‘Some likeness to his late wife, I fancy,’ observed that gentleman in grave explanation. ‘Her death was a matter of much regret to him.’ He seemed to be about to hold out his hand, but something restrained him; his eye had lit by chance on the certificate. ‘Good morning, Mr. Erin,’ he said with a stiff bow.
‘Good morning, Mr. Kemble.’
CHAPTER XXVI.
TWO ACTRESSES.
The arrangements made between Mr. Samuel Erin, on behalf of his son William Henry, ‘an infant,’ with Mr. Albany Wallis, for the production of the play were eminently satisfactory. Mr. Erin was to receive three hundred pounds on the morning after the first night of representation, and half profits for the next sixty nights. Shakespeare himself had probably never made so good a bargain.
The news of the acceptance of the ‘Vortigern’ by the management of Drury Lane Theatre immensely increased the public excitement concerning it. In those days ‘Old Drury’ (though indeed it was then far from old) was the national theatre; and the fact of a play being played upon its boards (independently of Sheridan having chosen it) gave it a certain imprimatur. It was not unreasonable, therefore, in William Henry that he already saw himself half way to fortune, while his success in love might be said to be assured; there are but few of us in truth who, at his age, are in a position so enviable. For, as when we grow old, prosperity, if it does come, comes but too often too late for its enjoyment, so the sunshine of youth is marred by the uncertainty of its duration, and by the clouds that overhang its future. Of the reception of the ‘Vortigern’ the young fellow had but little doubt; he believed it would run a long and successful course, as most people do believe in the case of the hare of their own finding. And yet the manifestation of his joy was by no means extravagant. The gravity and coolness of his demeanour, which had characterised him throughout the discoveries, did not now desert him. At times, indeed, even when Margaret’s arms were about his neck, he looked anxious and distrait; but when she rallied him about it he had always an explanation, natural enough and not unwelcome to her.

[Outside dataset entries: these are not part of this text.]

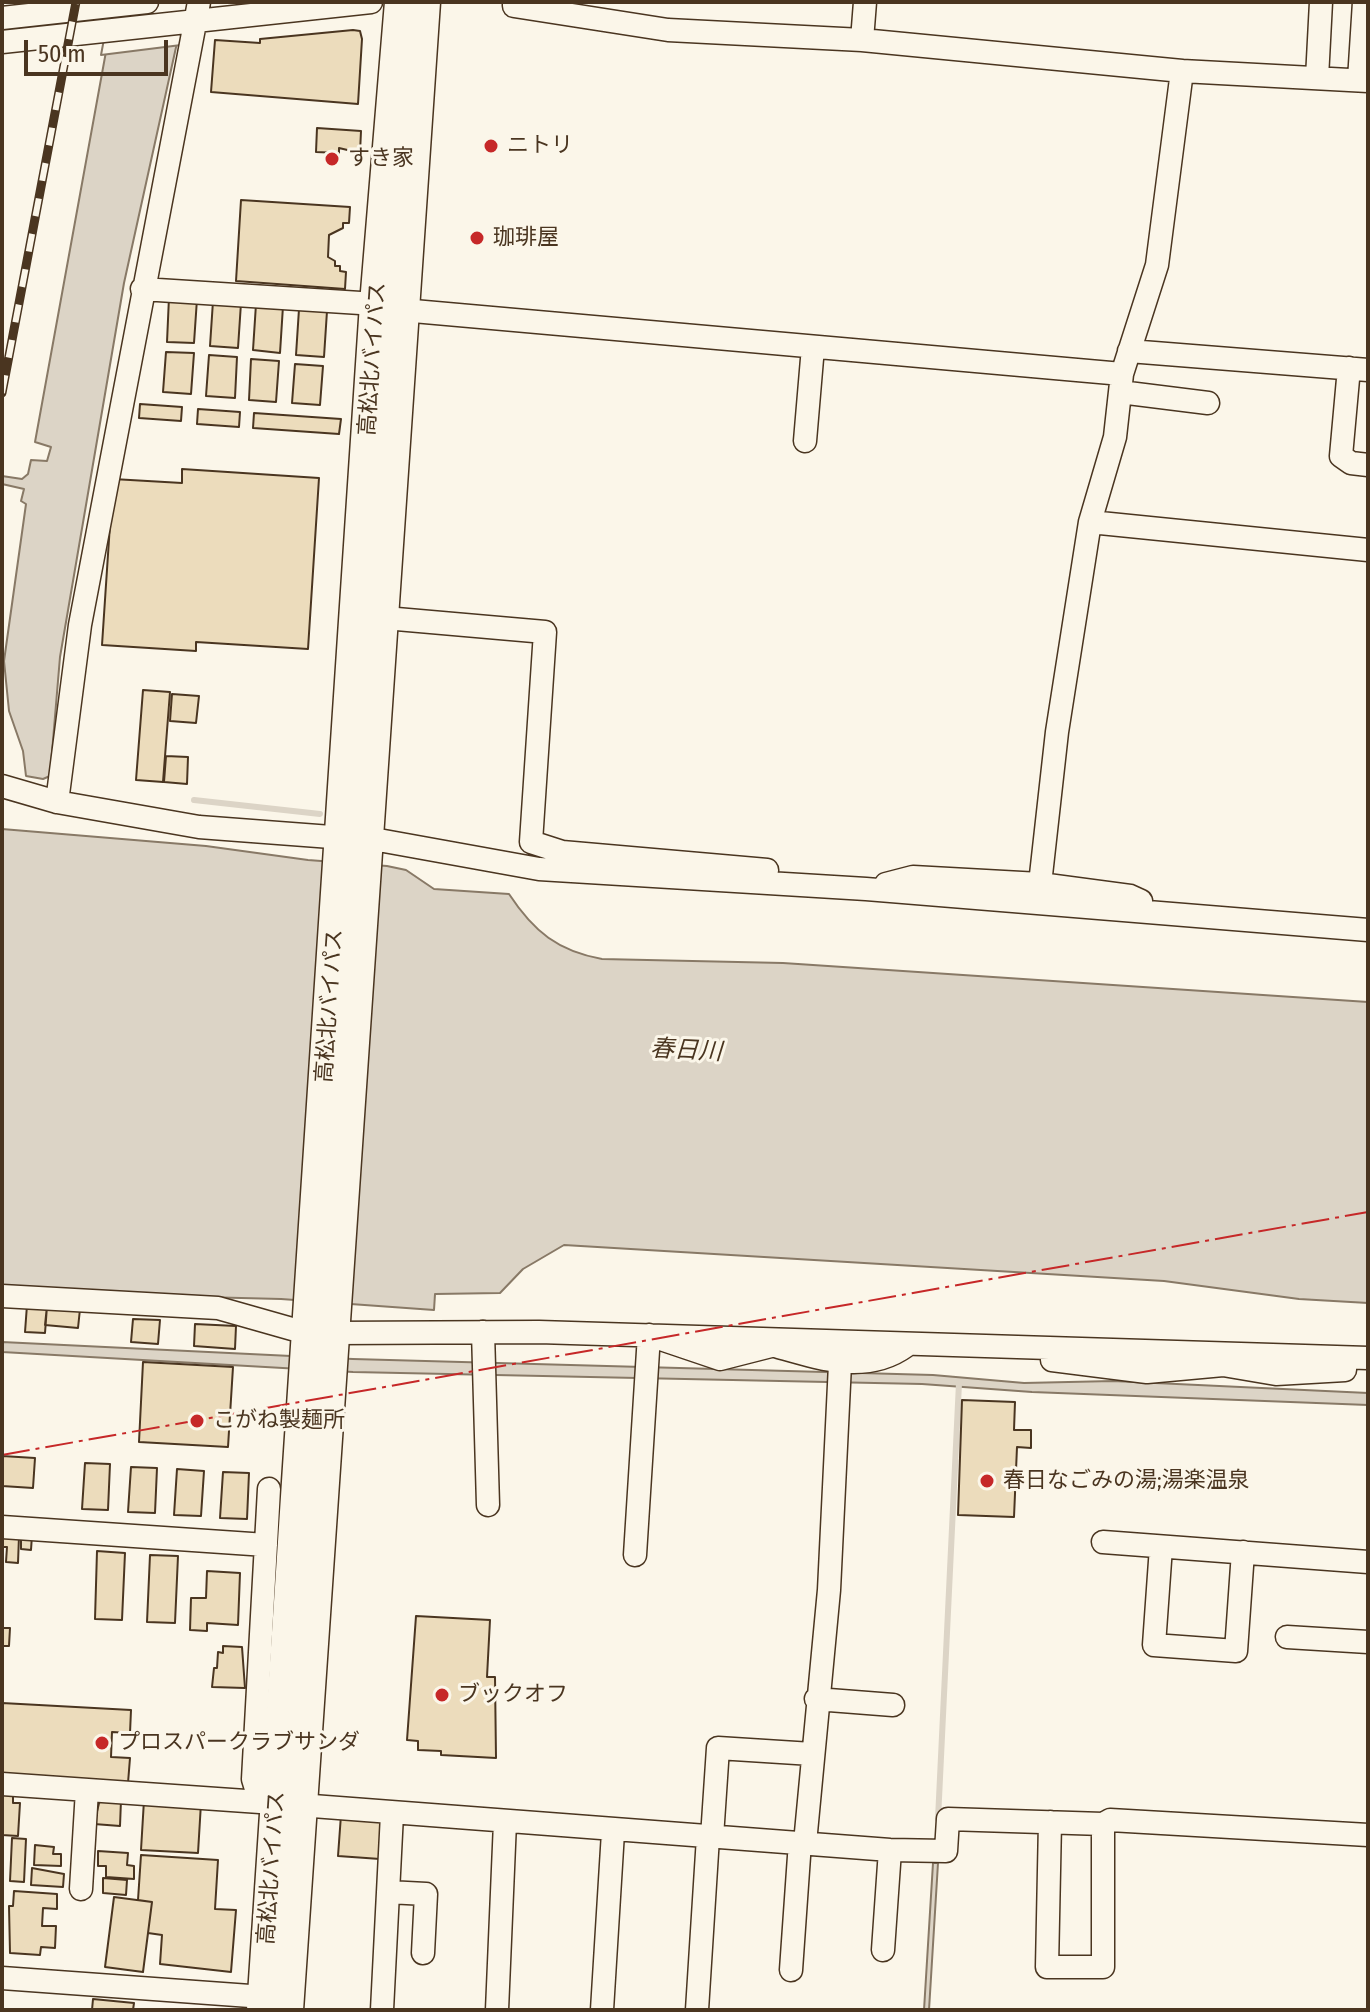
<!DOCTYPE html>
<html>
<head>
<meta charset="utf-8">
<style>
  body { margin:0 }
  #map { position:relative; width:1370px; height:2012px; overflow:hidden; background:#fbf6e9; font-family:"Fira Sans Condensed",sans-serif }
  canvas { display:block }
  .frame { position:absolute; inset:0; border:4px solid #4a3520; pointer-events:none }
  .scale { position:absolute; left:24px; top:40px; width:144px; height:36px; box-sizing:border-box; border:4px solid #4a3520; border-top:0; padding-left:10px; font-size:24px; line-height:28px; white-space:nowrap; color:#4a3520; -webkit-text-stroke:6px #fbf6e9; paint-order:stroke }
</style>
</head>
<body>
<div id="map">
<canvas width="1370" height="2012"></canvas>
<div class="frame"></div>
<div class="scale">50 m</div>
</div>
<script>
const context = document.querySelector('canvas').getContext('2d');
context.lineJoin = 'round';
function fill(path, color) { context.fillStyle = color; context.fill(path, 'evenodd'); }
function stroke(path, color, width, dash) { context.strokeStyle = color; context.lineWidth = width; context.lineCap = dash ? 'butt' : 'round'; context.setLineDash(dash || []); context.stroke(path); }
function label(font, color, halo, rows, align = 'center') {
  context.font = font + ' "Fira Sans Condensed","Noto Sans JP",sans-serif'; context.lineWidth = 6; context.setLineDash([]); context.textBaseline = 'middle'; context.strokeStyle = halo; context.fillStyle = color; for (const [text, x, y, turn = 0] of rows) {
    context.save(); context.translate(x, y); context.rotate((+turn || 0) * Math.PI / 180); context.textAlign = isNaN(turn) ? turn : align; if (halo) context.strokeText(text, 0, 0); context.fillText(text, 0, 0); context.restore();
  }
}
const water = new Path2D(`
  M115,2h71l-62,281 -64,374 -10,119 -7,3 -17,-3 -3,-25 -14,-40 -5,-50 22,-157 -5,-3 3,-12 -22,-5v-8l20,3 6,-5 3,-14 16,1 4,-14 -16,-5z
  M2,829l204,17 102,14 79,6 19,4 28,19 75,5c25,38 49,57 93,65l181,4 585,39v301l-69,-4 -135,-18 -600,-36 -41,24 -23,24 -65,1 -1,16 -153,-11 -279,-7z
  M2,1342l351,17 580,16 91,8 89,-2 255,12v12l-336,-13 -110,-8 -569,-12 -351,-20z
  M933,1863h5l-9,147h-5z`);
const pier = new Path2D(`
  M111,2h79l-9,43 -80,10z`);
const stream = new Path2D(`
  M194,800l126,14
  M938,1819l21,-436`);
const building = new Path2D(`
  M353,30l7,1 2,8 -4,65 -147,-12 4,-52 45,3v-4z
  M317,128l44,3 -1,22 -21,-5v5l-23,-1z
  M241,200l109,7 -1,16h-6v5l-14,7 -1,22 7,4v5h5v5l6,1 -1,17 -109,-8z
  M169,297l28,2 -3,44 -27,-1z
  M213,301l28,2 -3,45 -28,-2z
  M256,304l27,2 -3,47 -27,-3z
  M299,309l28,2 -3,46 -28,-2z
  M166,352l28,1 -3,41 -28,-2z
  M209,355l28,2 -2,41 -29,-2z
  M251,359l28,2 -3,41 -27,-2z
  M295,364l28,2 -3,39 -28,-2z
  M140,404l42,3 -1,14 -42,-3z
  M198,409l42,3 -1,15 -42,-3z
  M254,413l87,6 -2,15 -86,-6z
  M182,469l137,9 -11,171 -112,-7v9l-94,-6 11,-166 69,4z
  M143,690l27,2 -7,90 -27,-2z
  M172,694l27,2 -3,27 -26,-2z
  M166,756l22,1 -1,27 -23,-2z
  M27,1305l20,1 -2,27 -20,-1z
  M47,1306l33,3 -2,19 -33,-3z
  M133,1319l27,1 -2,24 -27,-2z
  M195,1324l41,2 -1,23 -41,-3z
  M143,1362l90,5 -5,80 -89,-5z
  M962,1400l53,2 -1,28h17v18l-14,-1 -3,70 -56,-2z
  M2,1456l33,2 -2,30 -31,-2z
  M85,1463l25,1 -2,46 -26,-1z
  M131,1467l26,1 -2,45 -27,-1z
  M177,1469l27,2 -3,45 -27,-1z
  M223,1472l26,1 -2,46 -27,-1z
  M2,1535l17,1 -1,27 -12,-1 1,-15h-5z
  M21,1535h11l-1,15 -10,-1z
  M97,1551l28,2 -3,67 -27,-1z
  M150,1555l28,1 -3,67 -28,-1z
  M207,1571l33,2 -2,52 -31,-2v8l-17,-1 1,-32h15z
  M416,1616l74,4 -3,57h8l1,81 -55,-3v-4l-23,-1v-9l-11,-1z
  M2,1628h8l-1,18h-6l-1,13z
  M223,1646l19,1 3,41 -33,-1 2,-19h3l1,-16 5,1z
  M2,1703l129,7 -1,23 -18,-1 -1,25 19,1 -2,25 -126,-7z
  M2,1793l11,1v9h7l-2,33 -16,-1z
  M100,1799l21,1 -1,26 -26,-2z
  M144,1800l57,3 -3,50 -57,-3z
  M341,1815l41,3 -2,41 -42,-3z
  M12,1838l14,1 -2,43 -14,-1z
  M35,1845l19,2 -1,7h8v12l-27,-1z
  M98,1851l30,2 -1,12 7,1v13l-28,-2v-11h-8z
  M141,1855l77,5 -3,49 21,1 -5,62 -71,-8 2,-29 -14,-2 4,-31 -14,-2z
  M32,1868l32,6 -1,13 -32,-2z
  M103,1878l24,2 -1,15 -23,-2z
  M14,1891l43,3v15l-14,-1 -1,18h14l-1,22 -14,-1 -1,8 -30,-2 -1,-47h4z
  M114,1897l38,5 -9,70 -38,-5z
  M93,1999l41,4 -1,7h-41z`);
const minor = new Path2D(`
  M514,2v4l154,24 194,10
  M865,2l-3,38 320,31
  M2,18l145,-16
  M2,42l369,-40
  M1317,78l4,-76
  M1359,80l5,-78
  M142,289l234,15
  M402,310l720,64
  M1129,351l239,19
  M1349,368l-8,88 10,7 17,2
  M1120,392l88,11
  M805,441l8,-94
  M1090,522l278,28
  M385,618l160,14 -14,210 31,10 205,18
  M2,786l55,16 142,25 185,14 155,28 327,20 502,41
  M57,802l23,-177 119,-623
  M886,884l27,-7 127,7
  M1141,901l-11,-5 -90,-12 17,-152 33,-210 25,-85 7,-63 35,-109 25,-194 186,10
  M2,1296l216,12 74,21 41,4 206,-1 829,26
  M483,1332l5,173
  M775,1346c43,12 91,29 131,0
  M1052,1360l95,12 76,-7v-5
  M1223,1365l53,9 69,-4
  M269,1489l-16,290 7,23 630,48 56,1 2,-32 155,5 7,-4 258,15
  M2,1527l264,18
  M1103,1542l265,20
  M1161,1547l-7,98 82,6 7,-99
  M635,1555l14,-220 71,24 51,-13
  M1287,1637l81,5
  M816,1699l77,6
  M2,1784l258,18
  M1050,1822l-3,145h56v-143
  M712,1837l6,-89 94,6
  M805,1843l24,-253 11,-226
  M81,1889l6,-99
  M388,1892l38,2 -3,59
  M883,1950l7,-100
  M791,1970l9,-128
  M2,1978l262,19
  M382,2010l10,-196
  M497,2010l8,-188
  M602,2010l11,-178
  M697,2010l11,-173`);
const highway = new Path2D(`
  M263,2010l113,-1706 25,-302
  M287,2010l137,-2008`);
const rail = new Path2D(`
  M2,393l74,-391`);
const power = new Path2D(`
  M2,1455l1366,-243`);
const markers = [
  [491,146,8,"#c62828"],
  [332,159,8,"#c62828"],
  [477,238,8,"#c62828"],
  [197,1421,8,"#c62828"],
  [987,1481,8,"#c62828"],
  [442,1695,8,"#c62828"],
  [102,1743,8,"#c62828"]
];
const poiNames = [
  ["ニトリ",507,146],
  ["すき家",348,159],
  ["珈琲屋",493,238],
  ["こがね製麺所",213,1421],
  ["春日なごみの湯;湯楽温泉",1003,1481],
  ["ブックオフ",458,1695],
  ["プロスパークラブサンダ",118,1743]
];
const streetNames = [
  ["高松北バイパス",373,359,-86],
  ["高松北バイパス",330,1006,-86],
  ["高松北バイパス",272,1868,-86]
];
const waterNames = [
  ["春日川",686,1051,3]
];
fill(water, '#dcd4c6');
stroke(water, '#887966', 2);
fill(pier, '#fbf6e9');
stroke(pier, '#887966', 2);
stroke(stream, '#dcd4c6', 6);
fill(building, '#ecdcbc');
stroke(building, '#4a3520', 2);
stroke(minor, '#4a3520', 25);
stroke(highway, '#4a3520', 35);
stroke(minor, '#fbf6e9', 22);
stroke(highway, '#fbf6e9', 32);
stroke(rail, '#4a3520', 9);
stroke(rail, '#fbf6e9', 6, [18]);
stroke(power, '#c62828', 2, [28, 6, 4, 6]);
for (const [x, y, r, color] of markers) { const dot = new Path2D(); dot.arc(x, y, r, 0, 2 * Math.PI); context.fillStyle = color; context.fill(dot); stroke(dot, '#fbf6e9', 3); }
label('22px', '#4a3520', '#fbf6e9', poiNames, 'left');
label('22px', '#4a3520', '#fbf6e9', streetNames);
label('italic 24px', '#4a3520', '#fbf6e9', waterNames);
</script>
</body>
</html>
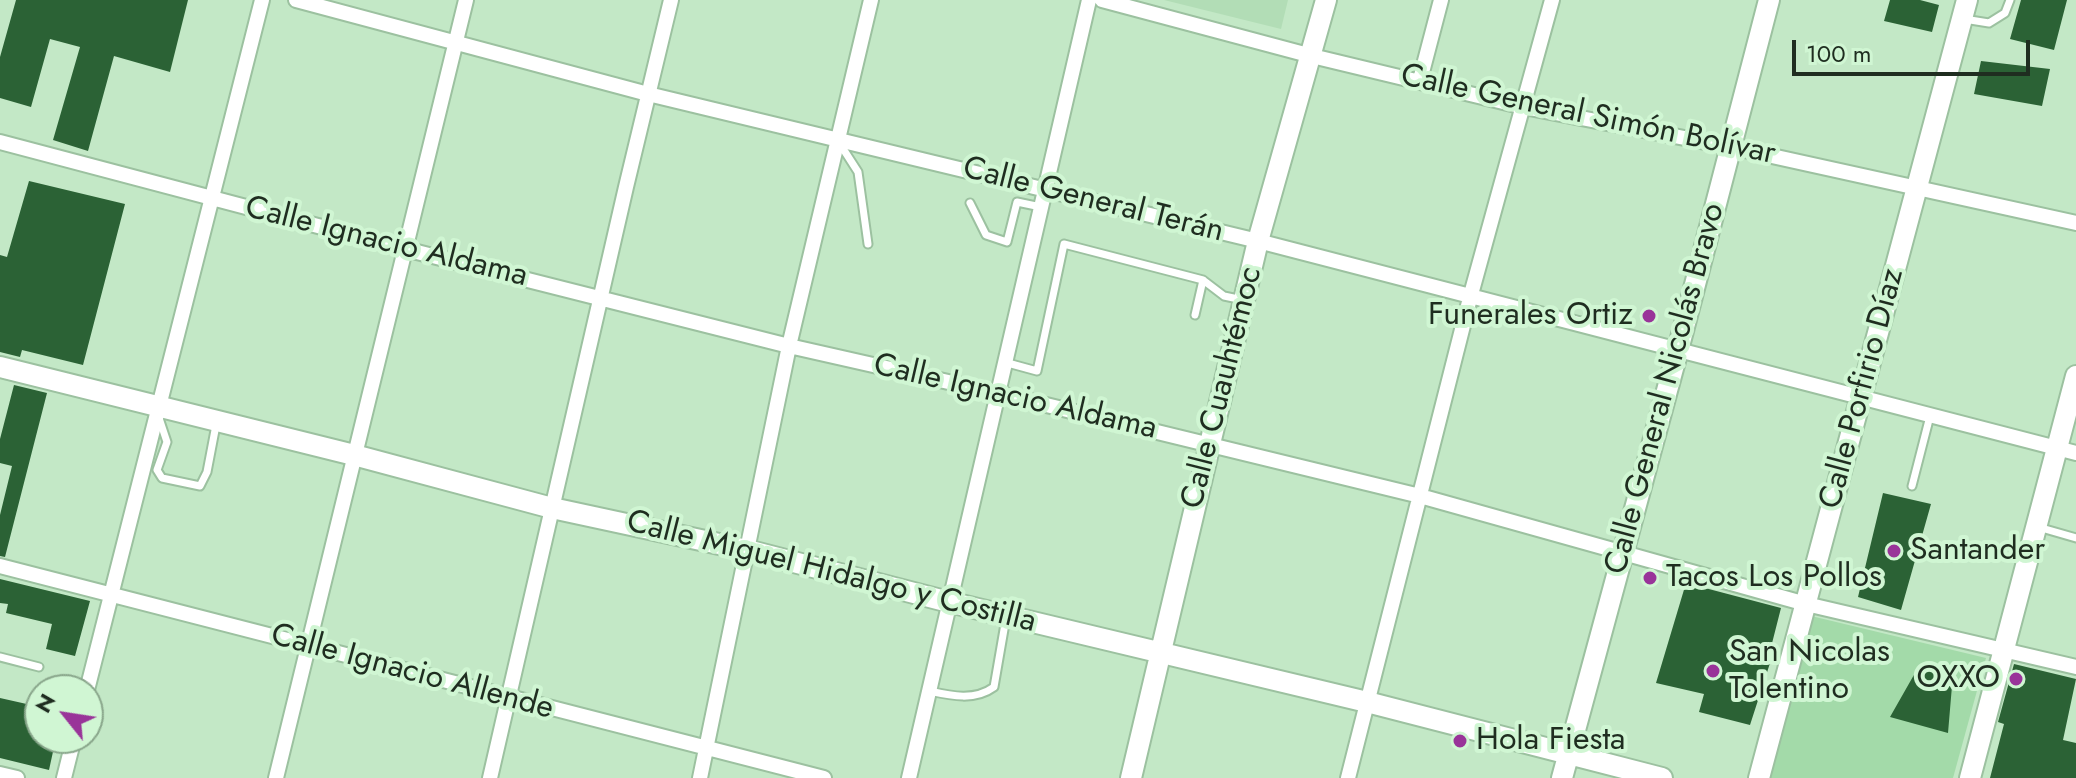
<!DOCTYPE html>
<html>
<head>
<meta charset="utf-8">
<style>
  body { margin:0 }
  #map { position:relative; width:2076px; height:778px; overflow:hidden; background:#c3e8c6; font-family:Jost,sans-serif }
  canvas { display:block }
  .north { position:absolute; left:24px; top:674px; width:80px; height:80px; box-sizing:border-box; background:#d0f6d3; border:2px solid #89a68b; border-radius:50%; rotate:300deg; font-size:22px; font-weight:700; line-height:32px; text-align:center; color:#1f2d20 }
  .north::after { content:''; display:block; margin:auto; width:28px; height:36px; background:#993499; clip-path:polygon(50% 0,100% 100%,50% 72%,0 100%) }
  .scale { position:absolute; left:1792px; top:40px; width:238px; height:36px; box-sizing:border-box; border:4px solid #1f2d20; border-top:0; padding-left:10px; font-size:24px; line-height:28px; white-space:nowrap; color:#1f2d20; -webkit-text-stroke:6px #d0f6d3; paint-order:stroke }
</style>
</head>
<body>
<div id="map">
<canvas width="2076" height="778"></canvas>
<div class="north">N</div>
<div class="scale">100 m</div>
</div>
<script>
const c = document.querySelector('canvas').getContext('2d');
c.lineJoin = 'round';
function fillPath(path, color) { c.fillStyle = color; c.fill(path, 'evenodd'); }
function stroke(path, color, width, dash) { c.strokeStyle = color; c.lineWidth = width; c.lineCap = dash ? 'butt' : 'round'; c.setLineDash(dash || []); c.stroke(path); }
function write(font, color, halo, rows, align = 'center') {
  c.font = font + ' Jost,sans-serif'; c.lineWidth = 8; c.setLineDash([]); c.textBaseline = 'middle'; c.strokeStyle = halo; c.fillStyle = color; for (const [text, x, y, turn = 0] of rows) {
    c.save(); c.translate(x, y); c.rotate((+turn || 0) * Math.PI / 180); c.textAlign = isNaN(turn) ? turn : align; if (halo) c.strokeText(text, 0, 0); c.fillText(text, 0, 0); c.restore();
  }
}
fillPath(new Path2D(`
  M1164,0h124l-7,29z`), '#b2ddb6');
fillPath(new Path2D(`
  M1807,615l179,43 -33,120h-187z`), '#a3daa9');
fillPath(new Path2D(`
  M16,0h172l-18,72 -56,-16 -26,95 -35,-11 27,-93 -30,-8 -19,68 -31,-9v-41z
  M1890,0h30l19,5 -7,27 -48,-11z
  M2021,0h46l-13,50 -44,-11z
  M1981,61l69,8 -8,37 -68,-12z
  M29,181l96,23 -42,161 -61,-15 -2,7 -20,-5v-97l7,2z
  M14,385l33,8 -42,164 -5,-1v-41l12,-49 -12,-3v-24z
  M1883,493l48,11 -30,106 -43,-13z
  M0,579l90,22 -15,55 -29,-7 6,-25 -46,-11 2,-9 -8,-1z
  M1686,583l95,25 -13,51 3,1 -21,65 -51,-13 5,-18 -48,-11z
  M2014,664l62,15 -13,61 13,3v35h-86l14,-54 -6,-2z
  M1919,666l34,8 -5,59 -58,-16z
  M0,698l40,9v31h16l-7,32 -49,-12z`), '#2b6235');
const lane = new Path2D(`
  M1964,19l25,4 16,-10 5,-13
  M840,144l18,28 10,72
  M970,203l16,32 21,7 10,-40 24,5
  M1203,280l21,16 19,4
  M1004,362l33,9 27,-127 139,36 -8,35
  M159,418l8,24 -10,28 5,8 38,8 7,-14 9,-47
  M1912,486l18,-70
  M2038,527l38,11
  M0,657l39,10
  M929,691c23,5 46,10 65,-4l12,-69`);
const street = new Path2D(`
  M296,0l352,94 610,147 818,212
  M1102,0l210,56 212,51 207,40 345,76
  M1420,80l21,-80
  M0,142l405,107 384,97 208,47 423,103 386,108 270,63
  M0,566l824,212
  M87,690l175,-690
  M0,774l17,4
  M64,778l10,-40
  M276,778l190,-778
  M490,778l136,-591 45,-187
  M700,778l89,-432 82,-346
  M909,778l180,-778
  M1348,778l122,-480 82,-298`);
const secondary = new Path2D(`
  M0,367l354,88 198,53 195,42 202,52 418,100 295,76
  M1131,778l127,-537 68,-241
  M1562,778l116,-428 91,-350
  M1759,778l208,-778
  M1970,778l106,-402`);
stroke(lane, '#9cc1a0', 11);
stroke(street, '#9cc1a0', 18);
stroke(secondary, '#9cc1a0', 24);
stroke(lane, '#fff', 7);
stroke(street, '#fff', 14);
stroke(secondary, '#fff', 20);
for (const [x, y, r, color] of [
  [1649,316,8,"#993499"],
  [1894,551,8,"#993499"],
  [1650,578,8,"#993499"],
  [1713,671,8,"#993499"],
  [2016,679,8,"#993499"],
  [1460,741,8,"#993499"]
]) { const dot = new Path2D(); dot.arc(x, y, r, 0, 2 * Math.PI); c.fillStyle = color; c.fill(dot); stroke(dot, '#d0f6d3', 3); }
write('32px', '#1f2d20', '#d0f6d3', [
  ["Calle General Simón Bolívar",1588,116,12],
  ["Calle General Terán",1093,201,14],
  ["Calle Ignacio Aldama",386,243,14],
  ["Calle Cuauhtémoc",1223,388,-76],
  ["Calle General Nicolás Bravo",1666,389,-75],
  ["Calle Porfirio Díaz",1863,389,-75],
  ["Calle Ignacio Aldama",1015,398,13],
  ["Calle Miguel Hidalgo y Costilla",831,573,14],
  ["Calle Ignacio Allende",412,673,15]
]);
write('32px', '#1f2d20', '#d0f6d3', [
  ["Funerales Ortiz",1633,316,"right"],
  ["Santander",1910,551],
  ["Tacos Los Pollos",1666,578],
  ["San Nicolas",1729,653],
  ["Tolentino",1729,690],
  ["OXXO",2000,679,"right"],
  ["Hola Fiesta",1476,741]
], 'left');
</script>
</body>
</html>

‘I feel,’ he said, ‘as you once told me you felt in looking at that fair scene near Stratford, that it seemed almost too beautiful to be real, and that you had a vague fear that it would all melt. When I look on you, dear, I feel the same: such happiness is far too high for me; I have not deserved it, and I fear lest it should never be mine.’
‘But you have deserved it, Willie,’ she would lovingly reply. ‘Not even my uncle questions that. He spoke of you in the highest terms, he told me, to the Regent himself.’